Your objective =
An identical reprint of the entire listing below is expected.

=======

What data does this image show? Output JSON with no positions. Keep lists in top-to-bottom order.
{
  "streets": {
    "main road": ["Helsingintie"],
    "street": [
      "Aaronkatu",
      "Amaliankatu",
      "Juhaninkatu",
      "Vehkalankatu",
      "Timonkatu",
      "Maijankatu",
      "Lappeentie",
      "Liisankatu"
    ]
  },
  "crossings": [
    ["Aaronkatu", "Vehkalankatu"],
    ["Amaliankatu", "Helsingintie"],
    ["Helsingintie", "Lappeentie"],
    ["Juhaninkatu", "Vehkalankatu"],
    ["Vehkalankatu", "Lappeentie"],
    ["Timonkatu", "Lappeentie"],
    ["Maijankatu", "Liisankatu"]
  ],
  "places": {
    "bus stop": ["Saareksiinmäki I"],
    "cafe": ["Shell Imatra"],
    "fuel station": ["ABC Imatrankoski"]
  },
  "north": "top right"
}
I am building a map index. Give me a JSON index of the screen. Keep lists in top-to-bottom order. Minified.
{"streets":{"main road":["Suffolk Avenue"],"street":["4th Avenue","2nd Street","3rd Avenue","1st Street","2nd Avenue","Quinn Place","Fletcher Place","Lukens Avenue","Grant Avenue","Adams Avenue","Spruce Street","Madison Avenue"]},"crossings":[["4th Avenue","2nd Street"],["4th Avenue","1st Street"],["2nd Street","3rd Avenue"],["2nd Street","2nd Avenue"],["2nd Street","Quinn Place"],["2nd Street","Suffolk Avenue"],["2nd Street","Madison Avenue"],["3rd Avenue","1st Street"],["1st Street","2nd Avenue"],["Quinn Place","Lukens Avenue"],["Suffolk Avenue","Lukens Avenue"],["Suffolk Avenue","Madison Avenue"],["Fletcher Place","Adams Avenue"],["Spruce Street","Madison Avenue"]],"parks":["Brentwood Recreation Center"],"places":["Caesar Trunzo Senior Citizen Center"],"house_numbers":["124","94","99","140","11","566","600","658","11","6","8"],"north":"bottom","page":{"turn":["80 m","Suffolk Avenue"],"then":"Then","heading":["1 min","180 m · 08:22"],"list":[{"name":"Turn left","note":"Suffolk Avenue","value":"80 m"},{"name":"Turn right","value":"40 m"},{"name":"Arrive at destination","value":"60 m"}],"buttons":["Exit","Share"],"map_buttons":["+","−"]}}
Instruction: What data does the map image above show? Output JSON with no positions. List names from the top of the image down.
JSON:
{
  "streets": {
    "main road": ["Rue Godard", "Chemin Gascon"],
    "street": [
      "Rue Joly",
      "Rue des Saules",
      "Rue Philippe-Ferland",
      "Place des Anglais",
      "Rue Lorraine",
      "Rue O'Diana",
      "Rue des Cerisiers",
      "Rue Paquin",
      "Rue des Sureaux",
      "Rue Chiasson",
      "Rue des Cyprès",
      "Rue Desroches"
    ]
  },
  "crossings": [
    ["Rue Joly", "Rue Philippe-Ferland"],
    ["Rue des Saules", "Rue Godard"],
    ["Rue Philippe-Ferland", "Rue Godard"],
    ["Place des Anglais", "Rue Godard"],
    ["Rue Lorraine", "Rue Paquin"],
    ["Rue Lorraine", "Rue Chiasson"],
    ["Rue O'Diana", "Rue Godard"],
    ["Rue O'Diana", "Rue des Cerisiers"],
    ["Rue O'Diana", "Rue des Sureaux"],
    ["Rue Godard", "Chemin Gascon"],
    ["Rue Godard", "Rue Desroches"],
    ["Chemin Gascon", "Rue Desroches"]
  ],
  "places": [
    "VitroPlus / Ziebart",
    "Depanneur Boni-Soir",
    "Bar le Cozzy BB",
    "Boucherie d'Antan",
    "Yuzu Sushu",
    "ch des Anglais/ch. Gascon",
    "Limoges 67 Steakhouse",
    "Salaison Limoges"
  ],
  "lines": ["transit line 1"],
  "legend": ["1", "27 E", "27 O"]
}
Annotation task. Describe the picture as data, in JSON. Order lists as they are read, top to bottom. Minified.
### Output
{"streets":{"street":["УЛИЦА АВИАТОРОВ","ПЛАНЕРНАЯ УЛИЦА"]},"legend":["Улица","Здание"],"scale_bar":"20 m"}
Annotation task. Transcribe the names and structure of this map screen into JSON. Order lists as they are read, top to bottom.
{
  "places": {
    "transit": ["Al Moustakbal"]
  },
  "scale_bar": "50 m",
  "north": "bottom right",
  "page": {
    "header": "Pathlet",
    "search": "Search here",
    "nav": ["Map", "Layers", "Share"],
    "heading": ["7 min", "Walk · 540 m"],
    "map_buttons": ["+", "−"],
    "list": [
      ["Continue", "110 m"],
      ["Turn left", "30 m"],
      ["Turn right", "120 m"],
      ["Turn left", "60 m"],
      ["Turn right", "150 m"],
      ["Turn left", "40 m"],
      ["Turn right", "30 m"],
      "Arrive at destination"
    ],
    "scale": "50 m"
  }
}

=======

Written response =
What data does this image show? Output JSON with no positions. Keep lists in top-to-bottom order.
{
  "streets": {
    "main road": ["Helsingintie"],
    "street": [
      "Aaronkatu",
      "Amaliankatu",
      "Juhaninkatu",
      "Vehkalankatu",
      "Timonkatu",
      "Maijankatu",
      "Lappeentie",
      "Liisankatu"
    ]
  },
  "crossings": [
    ["Aaronkatu", "Vehkalankatu"],
    ["Amaliankatu", "Helsingintie"],
    ["Helsingintie", "Lappeentie"],
    ["Juhaninkatu", "Vehkalankatu"],
    ["Vehkalankatu", "Lappeentie"],
    ["Timonkatu", "Lappeentie"],
    ["Maijankatu", "Liisankatu"]
  ],
  "places": {
    "bus stop": ["Saareksiinmäki I"],
    "cafe": ["Shell Imatra"],
    "fuel station": ["ABC Imatrankoski"]
  },
  "north": "top right"
}
I am building a map index. Give me a JSON index of the screen. Keep lists in top-to-bottom order. Minified.
{"streets":{"main road":["Suffolk Avenue"],"street":["4th Avenue","2nd Street","3rd Avenue","1st Street","2nd Avenue","Quinn Place","Fletcher Place","Lukens Avenue","Grant Avenue","Adams Avenue","Spruce Street","Madison Avenue"]},"crossings":[["4th Avenue","2nd Street"],["4th Avenue","1st Street"],["2nd Street","3rd Avenue"],["2nd Street","2nd Avenue"],["2nd Street","Quinn Place"],["2nd Street","Suffolk Avenue"],["2nd Street","Madison Avenue"],["3rd Avenue","1st Street"],["1st Street","2nd Avenue"],["Quinn Place","Lukens Avenue"],["Suffolk Avenue","Lukens Avenue"],["Suffolk Avenue","Madison Avenue"],["Fletcher Place","Adams Avenue"],["Spruce Street","Madison Avenue"]],"parks":["Brentwood Recreation Center"],"places":["Caesar Trunzo Senior Citizen Center"],"house_numbers":["124","94","99","140","11","566","600","658","11","6","8"],"north":"bottom","page":{"turn":["80 m","Suffolk Avenue"],"then":"Then","heading":["1 min","180 m · 08:22"],"list":[{"name":"Turn left","note":"Suffolk Avenue","value":"80 m"},{"name":"Turn right","value":"40 m"},{"name":"Arrive at destination","value":"60 m"}],"buttons":["Exit","Share"],"map_buttons":["+","−"]}}
Instruction: What data does the map image above show? Output JSON with no positions. List names from the top of the image down.
JSON:
{
  "streets": {
    "main road": ["Rue Godard", "Chemin Gascon"],
    "street": [
      "Rue Joly",
      "Rue des Saules",
      "Rue Philippe-Ferland",
      "Place des Anglais",
      "Rue Lorraine",
      "Rue O'Diana",
      "Rue des Cerisiers",
      "Rue Paquin",
      "Rue des Sureaux",
      "Rue Chiasson",
      "Rue des Cyprès",
      "Rue Desroches"
    ]
  },
  "crossings": [
    ["Rue Joly", "Rue Philippe-Ferland"],
    ["Rue des Saules", "Rue Godard"],
    ["Rue Philippe-Ferland", "Rue Godard"],
    ["Place des Anglais", "Rue Godard"],
    ["Rue Lorraine", "Rue Paquin"],
    ["Rue Lorraine", "Rue Chiasson"],
    ["Rue O'Diana", "Rue Godard"],
    ["Rue O'Diana", "Rue des Cerisiers"],
    ["Rue O'Diana", "Rue des Sureaux"],
    ["Rue Godard", "Chemin Gascon"],
    ["Rue Godard", "Rue Desroches"],
    ["Chemin Gascon", "Rue Desroches"]
  ],
  "places": [
    "VitroPlus / Ziebart",
    "Depanneur Boni-Soir",
    "Bar le Cozzy BB",
    "Boucherie d'Antan",
    "Yuzu Sushu",
    "ch des Anglais/ch. Gascon",
    "Limoges 67 Steakhouse",
    "Salaison Limoges"
  ],
  "lines": ["transit line 1"],
  "legend": ["1", "27 E", "27 O"]
}
Annotation task. Describe the picture as data, in JSON. Order lists as they are read, top to bottom. Minified.
### Output
{"streets":{"street":["УЛИЦА АВИАТОРОВ","ПЛАНЕРНАЯ УЛИЦА"]},"legend":["Улица","Здание"],"scale_bar":"20 m"}
Annotation task. Transcribe the names and structure of this map screen into JSON. Order lists as they are read, top to bottom.
{
  "places": {
    "transit": ["Al Moustakbal"]
  },
  "scale_bar": "50 m",
  "north": "bottom right",
  "page": {
    "header": "Pathlet",
    "search": "Search here",
    "nav": ["Map", "Layers", "Share"],
    "heading": ["7 min", "Walk · 540 m"],
    "map_buttons": ["+", "−"],
    "list": [
      ["Continue", "110 m"],
      ["Turn left", "30 m"],
      ["Turn right", "120 m"],
      ["Turn left", "60 m"],
      ["Turn right", "150 m"],
      ["Turn left", "40 m"],
      ["Turn right", "30 m"],
      "Arrive at destination"
    ],
    "scale": "50 m"
  }
}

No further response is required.